Problem statement »
Scan the entries below. List each line with "Limones".

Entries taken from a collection
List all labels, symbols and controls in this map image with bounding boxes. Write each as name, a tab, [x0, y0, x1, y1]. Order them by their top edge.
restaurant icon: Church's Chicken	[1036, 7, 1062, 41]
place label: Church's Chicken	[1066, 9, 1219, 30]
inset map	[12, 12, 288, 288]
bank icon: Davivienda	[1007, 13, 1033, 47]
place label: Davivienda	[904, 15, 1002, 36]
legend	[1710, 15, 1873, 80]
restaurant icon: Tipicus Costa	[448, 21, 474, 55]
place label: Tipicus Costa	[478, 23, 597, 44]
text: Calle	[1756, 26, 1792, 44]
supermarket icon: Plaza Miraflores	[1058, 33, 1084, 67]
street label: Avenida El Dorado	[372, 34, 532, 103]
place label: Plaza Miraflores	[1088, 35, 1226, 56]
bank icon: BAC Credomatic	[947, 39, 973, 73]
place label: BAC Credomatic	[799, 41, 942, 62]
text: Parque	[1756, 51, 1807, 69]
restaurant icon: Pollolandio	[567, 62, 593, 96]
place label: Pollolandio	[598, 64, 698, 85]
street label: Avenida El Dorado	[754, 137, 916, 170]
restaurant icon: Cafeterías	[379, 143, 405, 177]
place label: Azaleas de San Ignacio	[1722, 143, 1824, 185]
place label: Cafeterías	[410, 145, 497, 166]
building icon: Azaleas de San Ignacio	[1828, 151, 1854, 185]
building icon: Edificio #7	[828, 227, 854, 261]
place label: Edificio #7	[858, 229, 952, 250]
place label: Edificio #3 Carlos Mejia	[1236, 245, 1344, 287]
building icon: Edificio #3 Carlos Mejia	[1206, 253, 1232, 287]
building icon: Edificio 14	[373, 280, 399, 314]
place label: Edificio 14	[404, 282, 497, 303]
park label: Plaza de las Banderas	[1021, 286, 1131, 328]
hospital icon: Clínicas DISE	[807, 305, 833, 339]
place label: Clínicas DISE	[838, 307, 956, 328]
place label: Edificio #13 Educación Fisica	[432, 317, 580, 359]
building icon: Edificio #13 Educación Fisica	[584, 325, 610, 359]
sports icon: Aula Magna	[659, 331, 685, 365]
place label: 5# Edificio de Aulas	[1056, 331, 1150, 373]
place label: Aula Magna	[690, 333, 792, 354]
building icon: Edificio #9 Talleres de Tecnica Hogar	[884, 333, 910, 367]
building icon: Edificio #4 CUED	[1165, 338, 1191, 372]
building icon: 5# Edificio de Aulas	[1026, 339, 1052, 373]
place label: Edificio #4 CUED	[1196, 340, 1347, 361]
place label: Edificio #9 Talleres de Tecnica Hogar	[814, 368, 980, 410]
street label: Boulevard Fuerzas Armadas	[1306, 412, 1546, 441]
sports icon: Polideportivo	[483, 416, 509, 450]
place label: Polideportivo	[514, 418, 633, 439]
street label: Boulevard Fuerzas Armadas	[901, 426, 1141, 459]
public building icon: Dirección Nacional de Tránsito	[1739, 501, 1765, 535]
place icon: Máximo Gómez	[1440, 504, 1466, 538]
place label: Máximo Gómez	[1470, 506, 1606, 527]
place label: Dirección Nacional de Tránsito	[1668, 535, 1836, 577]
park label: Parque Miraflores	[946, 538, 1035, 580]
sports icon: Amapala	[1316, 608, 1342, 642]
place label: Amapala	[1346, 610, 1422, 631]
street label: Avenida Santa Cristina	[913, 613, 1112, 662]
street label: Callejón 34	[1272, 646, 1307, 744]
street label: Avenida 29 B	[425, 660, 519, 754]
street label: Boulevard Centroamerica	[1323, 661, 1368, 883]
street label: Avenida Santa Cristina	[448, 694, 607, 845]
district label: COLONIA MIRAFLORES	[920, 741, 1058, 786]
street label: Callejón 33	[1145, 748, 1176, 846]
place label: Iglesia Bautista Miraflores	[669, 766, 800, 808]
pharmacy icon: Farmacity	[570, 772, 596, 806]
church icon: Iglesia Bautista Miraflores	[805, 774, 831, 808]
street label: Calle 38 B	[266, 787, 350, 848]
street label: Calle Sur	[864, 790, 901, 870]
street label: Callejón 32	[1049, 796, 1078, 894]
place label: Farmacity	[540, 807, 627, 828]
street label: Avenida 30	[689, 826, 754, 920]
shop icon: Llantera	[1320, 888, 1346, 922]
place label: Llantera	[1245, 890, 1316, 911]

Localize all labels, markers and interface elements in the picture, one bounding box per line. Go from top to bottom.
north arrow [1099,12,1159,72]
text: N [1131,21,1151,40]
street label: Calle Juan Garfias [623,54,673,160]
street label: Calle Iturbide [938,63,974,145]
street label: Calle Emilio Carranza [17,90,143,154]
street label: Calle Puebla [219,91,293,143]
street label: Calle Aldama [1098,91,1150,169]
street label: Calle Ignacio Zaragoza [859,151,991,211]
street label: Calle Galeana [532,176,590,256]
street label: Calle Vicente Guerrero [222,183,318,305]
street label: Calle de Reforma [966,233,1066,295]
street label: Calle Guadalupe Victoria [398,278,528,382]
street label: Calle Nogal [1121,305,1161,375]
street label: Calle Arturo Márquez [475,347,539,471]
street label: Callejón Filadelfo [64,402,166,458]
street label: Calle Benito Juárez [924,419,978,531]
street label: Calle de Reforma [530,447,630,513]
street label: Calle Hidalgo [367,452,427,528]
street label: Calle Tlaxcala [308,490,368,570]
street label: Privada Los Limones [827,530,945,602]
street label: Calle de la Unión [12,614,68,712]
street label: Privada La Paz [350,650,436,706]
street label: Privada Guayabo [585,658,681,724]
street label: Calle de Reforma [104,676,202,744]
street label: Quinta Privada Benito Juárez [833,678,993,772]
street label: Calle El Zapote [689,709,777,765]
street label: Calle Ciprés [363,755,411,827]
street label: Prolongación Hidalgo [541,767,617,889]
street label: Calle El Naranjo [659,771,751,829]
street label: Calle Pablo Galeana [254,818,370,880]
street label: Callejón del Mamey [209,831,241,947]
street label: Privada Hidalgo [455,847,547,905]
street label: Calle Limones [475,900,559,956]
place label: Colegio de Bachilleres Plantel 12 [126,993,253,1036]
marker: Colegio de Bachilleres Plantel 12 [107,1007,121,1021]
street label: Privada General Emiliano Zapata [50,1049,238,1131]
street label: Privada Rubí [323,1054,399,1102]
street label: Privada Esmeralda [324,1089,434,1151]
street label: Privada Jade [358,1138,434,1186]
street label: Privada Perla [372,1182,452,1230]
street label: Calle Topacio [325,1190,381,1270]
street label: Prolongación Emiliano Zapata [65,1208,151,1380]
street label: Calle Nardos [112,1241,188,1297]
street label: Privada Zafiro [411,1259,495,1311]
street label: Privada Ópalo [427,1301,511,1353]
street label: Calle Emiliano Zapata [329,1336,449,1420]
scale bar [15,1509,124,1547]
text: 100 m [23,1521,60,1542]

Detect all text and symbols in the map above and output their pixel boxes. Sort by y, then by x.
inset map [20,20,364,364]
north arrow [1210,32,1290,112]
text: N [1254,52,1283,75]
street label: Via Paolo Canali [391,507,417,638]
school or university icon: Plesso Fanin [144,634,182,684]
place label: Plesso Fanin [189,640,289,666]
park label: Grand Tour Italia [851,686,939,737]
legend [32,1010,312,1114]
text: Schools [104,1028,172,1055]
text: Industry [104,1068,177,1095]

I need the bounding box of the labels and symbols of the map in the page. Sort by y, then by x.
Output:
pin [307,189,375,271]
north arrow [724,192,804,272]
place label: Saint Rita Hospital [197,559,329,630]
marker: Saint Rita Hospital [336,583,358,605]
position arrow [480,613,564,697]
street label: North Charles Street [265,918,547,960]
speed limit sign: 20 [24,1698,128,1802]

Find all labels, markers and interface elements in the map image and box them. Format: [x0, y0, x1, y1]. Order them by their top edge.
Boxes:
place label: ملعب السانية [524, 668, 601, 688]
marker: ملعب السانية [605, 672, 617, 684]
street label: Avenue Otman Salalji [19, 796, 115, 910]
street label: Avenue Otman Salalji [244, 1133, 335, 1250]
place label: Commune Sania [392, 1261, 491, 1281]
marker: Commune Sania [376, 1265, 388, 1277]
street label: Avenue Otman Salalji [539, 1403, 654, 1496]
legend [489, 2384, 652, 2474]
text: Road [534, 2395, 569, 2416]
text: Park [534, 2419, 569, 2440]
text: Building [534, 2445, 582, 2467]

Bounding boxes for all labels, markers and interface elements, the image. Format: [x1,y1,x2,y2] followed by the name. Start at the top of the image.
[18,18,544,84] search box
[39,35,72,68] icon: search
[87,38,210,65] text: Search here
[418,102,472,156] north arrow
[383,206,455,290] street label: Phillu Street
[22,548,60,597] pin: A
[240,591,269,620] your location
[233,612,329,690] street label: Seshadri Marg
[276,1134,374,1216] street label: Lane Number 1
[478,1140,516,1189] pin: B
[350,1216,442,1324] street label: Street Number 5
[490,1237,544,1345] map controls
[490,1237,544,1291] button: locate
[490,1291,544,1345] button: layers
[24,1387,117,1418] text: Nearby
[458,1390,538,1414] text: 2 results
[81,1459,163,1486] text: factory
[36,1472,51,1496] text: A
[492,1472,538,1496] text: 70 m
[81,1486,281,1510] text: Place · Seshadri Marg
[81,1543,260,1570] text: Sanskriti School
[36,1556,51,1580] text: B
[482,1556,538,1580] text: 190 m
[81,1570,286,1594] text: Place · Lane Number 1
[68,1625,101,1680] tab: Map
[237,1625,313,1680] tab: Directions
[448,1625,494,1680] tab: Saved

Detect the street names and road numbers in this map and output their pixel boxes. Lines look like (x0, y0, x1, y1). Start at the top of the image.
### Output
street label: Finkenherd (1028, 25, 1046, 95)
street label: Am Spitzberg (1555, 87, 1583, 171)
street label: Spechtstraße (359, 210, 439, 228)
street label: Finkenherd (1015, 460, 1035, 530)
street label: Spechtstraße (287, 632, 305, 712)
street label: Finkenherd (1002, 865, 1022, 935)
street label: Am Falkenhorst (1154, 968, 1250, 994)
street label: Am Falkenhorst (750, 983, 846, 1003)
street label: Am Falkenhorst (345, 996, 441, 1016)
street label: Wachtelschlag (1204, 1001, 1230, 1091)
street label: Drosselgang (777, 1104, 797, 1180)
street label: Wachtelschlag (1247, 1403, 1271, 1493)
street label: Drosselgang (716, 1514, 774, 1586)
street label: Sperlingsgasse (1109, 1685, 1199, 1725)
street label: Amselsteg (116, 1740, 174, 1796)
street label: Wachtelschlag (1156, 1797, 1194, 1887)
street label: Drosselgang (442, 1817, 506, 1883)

Exercise answer »
street label: Privada Los Limones [827,530,945,602]
street label: Calle Limones [475,900,559,956]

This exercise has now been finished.